▶ WORK REQUEST
The required output is the lines below from the line containing "Serialize what can be read in the map" to the line containing "Give me a JSON index of the map", inclusive, retyped exactly. No other lines belong in it.

(Extracted records)
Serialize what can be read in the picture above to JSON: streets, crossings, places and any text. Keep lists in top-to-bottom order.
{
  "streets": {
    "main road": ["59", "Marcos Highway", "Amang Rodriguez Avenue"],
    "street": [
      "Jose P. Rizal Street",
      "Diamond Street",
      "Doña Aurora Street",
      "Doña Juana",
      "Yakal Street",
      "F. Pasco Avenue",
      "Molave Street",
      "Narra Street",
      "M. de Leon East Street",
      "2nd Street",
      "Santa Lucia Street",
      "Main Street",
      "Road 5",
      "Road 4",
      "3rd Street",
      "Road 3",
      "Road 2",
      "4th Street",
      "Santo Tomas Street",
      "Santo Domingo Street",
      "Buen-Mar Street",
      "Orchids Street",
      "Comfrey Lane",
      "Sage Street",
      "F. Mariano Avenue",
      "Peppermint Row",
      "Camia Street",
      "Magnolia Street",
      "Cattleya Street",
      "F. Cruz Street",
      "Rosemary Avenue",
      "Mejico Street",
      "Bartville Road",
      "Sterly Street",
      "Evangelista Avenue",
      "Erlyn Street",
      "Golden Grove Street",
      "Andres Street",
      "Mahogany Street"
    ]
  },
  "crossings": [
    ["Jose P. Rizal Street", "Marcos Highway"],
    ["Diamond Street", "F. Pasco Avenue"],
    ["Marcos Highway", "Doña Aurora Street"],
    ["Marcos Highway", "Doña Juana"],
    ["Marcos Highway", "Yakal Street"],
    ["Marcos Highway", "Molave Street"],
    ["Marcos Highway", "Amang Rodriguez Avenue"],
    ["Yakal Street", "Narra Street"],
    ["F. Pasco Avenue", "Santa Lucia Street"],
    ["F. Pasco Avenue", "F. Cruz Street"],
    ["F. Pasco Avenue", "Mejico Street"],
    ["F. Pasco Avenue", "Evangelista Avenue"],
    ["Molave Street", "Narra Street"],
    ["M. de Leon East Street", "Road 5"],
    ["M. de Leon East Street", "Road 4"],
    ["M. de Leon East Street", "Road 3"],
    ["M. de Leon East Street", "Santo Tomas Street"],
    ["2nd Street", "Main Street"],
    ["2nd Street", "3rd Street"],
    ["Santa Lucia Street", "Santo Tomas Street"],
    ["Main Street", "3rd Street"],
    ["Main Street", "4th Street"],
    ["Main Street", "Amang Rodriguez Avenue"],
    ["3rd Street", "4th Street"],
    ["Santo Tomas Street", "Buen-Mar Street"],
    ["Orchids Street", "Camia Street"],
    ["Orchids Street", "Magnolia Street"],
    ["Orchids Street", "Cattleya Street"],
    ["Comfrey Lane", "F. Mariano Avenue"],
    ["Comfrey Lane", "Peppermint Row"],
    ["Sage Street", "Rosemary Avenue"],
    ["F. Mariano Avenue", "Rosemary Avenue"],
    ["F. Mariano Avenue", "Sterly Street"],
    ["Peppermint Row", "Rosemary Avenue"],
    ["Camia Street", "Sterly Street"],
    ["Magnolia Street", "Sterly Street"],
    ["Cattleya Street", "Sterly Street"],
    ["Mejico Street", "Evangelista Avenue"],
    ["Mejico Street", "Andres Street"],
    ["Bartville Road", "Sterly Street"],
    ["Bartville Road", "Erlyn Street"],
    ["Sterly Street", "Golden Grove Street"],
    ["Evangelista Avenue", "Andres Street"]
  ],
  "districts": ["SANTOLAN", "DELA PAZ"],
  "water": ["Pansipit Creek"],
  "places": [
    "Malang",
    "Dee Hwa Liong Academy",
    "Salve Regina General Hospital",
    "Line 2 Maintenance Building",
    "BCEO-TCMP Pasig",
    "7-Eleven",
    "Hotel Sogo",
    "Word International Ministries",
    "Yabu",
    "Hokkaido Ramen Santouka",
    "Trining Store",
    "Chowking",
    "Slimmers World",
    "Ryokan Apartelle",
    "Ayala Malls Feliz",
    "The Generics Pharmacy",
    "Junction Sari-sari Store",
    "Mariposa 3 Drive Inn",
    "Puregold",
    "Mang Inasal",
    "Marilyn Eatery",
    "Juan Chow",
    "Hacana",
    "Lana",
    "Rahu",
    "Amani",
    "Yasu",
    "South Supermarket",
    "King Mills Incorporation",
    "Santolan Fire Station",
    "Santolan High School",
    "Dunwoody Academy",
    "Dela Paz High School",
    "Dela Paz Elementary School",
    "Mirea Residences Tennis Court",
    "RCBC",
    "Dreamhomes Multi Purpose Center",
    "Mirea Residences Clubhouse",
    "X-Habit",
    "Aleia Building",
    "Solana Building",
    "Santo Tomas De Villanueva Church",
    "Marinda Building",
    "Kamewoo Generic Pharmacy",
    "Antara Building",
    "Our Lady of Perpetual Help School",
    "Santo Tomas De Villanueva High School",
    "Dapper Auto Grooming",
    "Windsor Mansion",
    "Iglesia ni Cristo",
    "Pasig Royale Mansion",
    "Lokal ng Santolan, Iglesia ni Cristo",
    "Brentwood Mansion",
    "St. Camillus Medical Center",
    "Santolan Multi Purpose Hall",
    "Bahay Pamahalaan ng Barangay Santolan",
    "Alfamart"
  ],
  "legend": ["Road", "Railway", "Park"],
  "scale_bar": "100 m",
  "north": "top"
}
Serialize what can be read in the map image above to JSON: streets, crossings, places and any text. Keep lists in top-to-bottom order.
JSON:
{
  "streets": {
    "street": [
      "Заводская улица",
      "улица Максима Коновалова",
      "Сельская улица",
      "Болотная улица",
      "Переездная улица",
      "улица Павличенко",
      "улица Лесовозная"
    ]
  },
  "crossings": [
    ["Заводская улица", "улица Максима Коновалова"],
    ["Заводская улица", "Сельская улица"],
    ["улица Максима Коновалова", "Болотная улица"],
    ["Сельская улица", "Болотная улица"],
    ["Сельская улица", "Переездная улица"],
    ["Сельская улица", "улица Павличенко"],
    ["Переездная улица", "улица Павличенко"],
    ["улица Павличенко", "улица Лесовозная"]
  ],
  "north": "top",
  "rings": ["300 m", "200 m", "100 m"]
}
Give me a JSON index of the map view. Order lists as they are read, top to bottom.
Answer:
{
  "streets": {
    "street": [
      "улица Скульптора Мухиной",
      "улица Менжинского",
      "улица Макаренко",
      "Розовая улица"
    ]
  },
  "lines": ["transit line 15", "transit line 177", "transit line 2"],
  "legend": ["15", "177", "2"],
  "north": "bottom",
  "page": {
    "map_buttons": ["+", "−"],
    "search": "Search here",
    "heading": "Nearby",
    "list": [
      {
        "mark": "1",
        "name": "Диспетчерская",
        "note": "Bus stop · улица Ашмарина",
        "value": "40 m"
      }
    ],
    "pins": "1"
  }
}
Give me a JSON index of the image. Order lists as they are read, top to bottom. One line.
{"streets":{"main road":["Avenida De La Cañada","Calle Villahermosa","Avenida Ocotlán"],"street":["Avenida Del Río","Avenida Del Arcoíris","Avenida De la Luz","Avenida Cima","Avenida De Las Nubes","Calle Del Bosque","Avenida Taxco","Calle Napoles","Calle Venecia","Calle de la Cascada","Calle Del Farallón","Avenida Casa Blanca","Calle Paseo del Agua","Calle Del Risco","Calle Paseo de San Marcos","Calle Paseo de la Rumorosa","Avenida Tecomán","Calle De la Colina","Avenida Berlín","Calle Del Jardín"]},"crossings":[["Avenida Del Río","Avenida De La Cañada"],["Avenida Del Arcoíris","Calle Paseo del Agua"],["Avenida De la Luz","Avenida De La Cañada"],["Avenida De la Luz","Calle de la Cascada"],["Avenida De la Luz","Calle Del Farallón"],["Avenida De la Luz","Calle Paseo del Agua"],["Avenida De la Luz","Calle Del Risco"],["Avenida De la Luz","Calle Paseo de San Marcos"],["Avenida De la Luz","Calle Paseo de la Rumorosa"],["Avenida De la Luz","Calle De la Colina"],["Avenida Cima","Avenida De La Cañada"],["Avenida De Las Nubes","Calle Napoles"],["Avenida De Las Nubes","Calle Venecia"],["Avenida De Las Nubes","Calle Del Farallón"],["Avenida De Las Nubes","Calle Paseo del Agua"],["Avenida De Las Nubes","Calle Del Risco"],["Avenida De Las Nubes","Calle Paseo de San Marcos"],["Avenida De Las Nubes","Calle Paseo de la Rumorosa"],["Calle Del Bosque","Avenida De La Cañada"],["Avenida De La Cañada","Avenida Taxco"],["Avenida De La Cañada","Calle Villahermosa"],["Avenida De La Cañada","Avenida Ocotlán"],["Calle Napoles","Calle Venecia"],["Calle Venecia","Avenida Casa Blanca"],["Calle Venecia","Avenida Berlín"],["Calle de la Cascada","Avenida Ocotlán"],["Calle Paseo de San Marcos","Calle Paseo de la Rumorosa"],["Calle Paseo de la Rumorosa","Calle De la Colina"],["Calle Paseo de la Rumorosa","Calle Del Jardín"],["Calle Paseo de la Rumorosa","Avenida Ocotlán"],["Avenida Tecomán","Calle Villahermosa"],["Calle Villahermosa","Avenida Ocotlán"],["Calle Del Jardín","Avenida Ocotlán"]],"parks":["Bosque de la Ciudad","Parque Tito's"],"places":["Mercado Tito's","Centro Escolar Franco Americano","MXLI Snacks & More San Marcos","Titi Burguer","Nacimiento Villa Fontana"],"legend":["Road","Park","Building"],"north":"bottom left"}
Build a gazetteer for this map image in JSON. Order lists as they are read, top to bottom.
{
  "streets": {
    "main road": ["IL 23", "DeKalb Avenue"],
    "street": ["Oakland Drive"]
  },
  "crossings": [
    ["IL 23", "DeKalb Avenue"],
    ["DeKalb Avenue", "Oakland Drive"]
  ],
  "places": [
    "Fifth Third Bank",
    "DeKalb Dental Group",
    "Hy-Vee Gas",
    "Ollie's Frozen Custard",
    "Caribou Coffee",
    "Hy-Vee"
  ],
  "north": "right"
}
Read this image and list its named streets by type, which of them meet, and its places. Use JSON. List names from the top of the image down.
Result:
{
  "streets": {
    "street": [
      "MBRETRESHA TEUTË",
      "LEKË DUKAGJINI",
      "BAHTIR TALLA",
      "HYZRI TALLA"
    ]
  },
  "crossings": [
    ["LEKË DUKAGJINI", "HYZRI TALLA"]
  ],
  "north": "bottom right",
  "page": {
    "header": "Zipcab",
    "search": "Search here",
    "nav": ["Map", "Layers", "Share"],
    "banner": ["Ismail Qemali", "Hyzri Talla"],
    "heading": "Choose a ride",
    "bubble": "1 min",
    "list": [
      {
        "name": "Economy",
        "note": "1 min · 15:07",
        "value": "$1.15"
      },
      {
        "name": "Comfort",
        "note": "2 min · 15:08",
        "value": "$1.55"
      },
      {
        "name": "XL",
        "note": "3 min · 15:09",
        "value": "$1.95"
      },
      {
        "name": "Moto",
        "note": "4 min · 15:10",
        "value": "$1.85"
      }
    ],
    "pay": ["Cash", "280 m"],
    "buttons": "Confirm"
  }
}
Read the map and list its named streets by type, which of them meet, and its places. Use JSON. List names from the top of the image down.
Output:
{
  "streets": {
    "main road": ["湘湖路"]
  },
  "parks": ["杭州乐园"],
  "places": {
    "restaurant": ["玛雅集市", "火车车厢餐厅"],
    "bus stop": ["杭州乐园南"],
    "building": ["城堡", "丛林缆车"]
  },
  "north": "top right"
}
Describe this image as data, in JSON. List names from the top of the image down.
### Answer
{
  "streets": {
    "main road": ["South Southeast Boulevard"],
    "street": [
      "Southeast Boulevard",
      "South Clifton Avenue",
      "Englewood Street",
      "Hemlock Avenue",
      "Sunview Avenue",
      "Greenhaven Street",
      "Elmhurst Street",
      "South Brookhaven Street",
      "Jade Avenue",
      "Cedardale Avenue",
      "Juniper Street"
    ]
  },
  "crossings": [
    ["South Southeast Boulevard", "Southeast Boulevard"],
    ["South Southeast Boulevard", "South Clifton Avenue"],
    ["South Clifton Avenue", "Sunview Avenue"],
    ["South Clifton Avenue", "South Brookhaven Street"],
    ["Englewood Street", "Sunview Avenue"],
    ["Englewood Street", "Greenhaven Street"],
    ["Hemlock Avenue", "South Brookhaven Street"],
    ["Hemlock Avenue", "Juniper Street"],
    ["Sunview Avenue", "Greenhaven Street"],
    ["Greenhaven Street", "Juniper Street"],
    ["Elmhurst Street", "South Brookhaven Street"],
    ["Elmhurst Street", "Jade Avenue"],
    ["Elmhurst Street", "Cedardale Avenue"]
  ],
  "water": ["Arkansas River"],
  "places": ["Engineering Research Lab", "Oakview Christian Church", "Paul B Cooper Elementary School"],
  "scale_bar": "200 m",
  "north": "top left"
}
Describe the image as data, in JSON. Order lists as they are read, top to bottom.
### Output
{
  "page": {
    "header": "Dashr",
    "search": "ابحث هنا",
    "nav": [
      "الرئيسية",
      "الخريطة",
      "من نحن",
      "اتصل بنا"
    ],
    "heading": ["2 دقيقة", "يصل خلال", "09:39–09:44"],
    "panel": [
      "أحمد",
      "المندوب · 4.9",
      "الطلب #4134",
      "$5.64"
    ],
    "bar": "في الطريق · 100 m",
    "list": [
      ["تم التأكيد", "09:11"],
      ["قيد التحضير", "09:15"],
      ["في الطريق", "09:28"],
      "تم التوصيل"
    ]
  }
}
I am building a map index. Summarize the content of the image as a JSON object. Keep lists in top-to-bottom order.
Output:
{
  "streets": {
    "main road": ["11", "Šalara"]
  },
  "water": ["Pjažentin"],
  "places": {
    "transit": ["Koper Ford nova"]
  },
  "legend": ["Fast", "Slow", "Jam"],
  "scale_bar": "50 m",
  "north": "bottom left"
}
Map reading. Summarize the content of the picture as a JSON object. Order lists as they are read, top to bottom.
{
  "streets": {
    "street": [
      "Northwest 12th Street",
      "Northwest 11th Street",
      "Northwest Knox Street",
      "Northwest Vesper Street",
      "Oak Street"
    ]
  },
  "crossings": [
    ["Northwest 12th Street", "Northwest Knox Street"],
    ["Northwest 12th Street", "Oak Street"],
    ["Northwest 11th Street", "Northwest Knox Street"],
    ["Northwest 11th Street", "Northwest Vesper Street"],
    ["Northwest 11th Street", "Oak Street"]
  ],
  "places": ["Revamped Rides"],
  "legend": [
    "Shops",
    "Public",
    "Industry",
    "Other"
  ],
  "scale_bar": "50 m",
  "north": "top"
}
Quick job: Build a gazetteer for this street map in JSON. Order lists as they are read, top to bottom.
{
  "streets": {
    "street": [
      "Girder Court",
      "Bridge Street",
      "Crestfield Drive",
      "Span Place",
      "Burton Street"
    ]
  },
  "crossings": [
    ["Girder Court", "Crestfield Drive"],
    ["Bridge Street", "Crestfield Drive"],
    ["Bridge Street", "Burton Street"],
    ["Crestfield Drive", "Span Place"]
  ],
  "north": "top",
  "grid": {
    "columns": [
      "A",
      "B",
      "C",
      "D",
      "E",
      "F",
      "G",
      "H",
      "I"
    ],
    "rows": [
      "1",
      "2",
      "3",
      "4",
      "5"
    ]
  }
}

▶ EXPECTED ANSWER
Serialize what can be read in the map image above to JSON: streets, crossings, places and any text. Keep lists in top-to-bottom order.
JSON:
{
  "streets": {
    "street": [
      "Заводская улица",
      "улица Максима Коновалова",
      "Сельская улица",
      "Болотная улица",
      "Переездная улица",
      "улица Павличенко",
      "улица Лесовозная"
    ]
  },
  "crossings": [
    ["Заводская улица", "улица Максима Коновалова"],
    ["Заводская улица", "Сельская улица"],
    ["улица Максима Коновалова", "Болотная улица"],
    ["Сельская улица", "Болотная улица"],
    ["Сельская улица", "Переездная улица"],
    ["Сельская улица", "улица Павличенко"],
    ["Переездная улица", "улица Павличенко"],
    ["улица Павличенко", "улица Лесовозная"]
  ],
  "north": "top",
  "rings": ["300 m", "200 m", "100 m"]
}
Give me a JSON index of the map view. Order lists as they are read, top to bottom.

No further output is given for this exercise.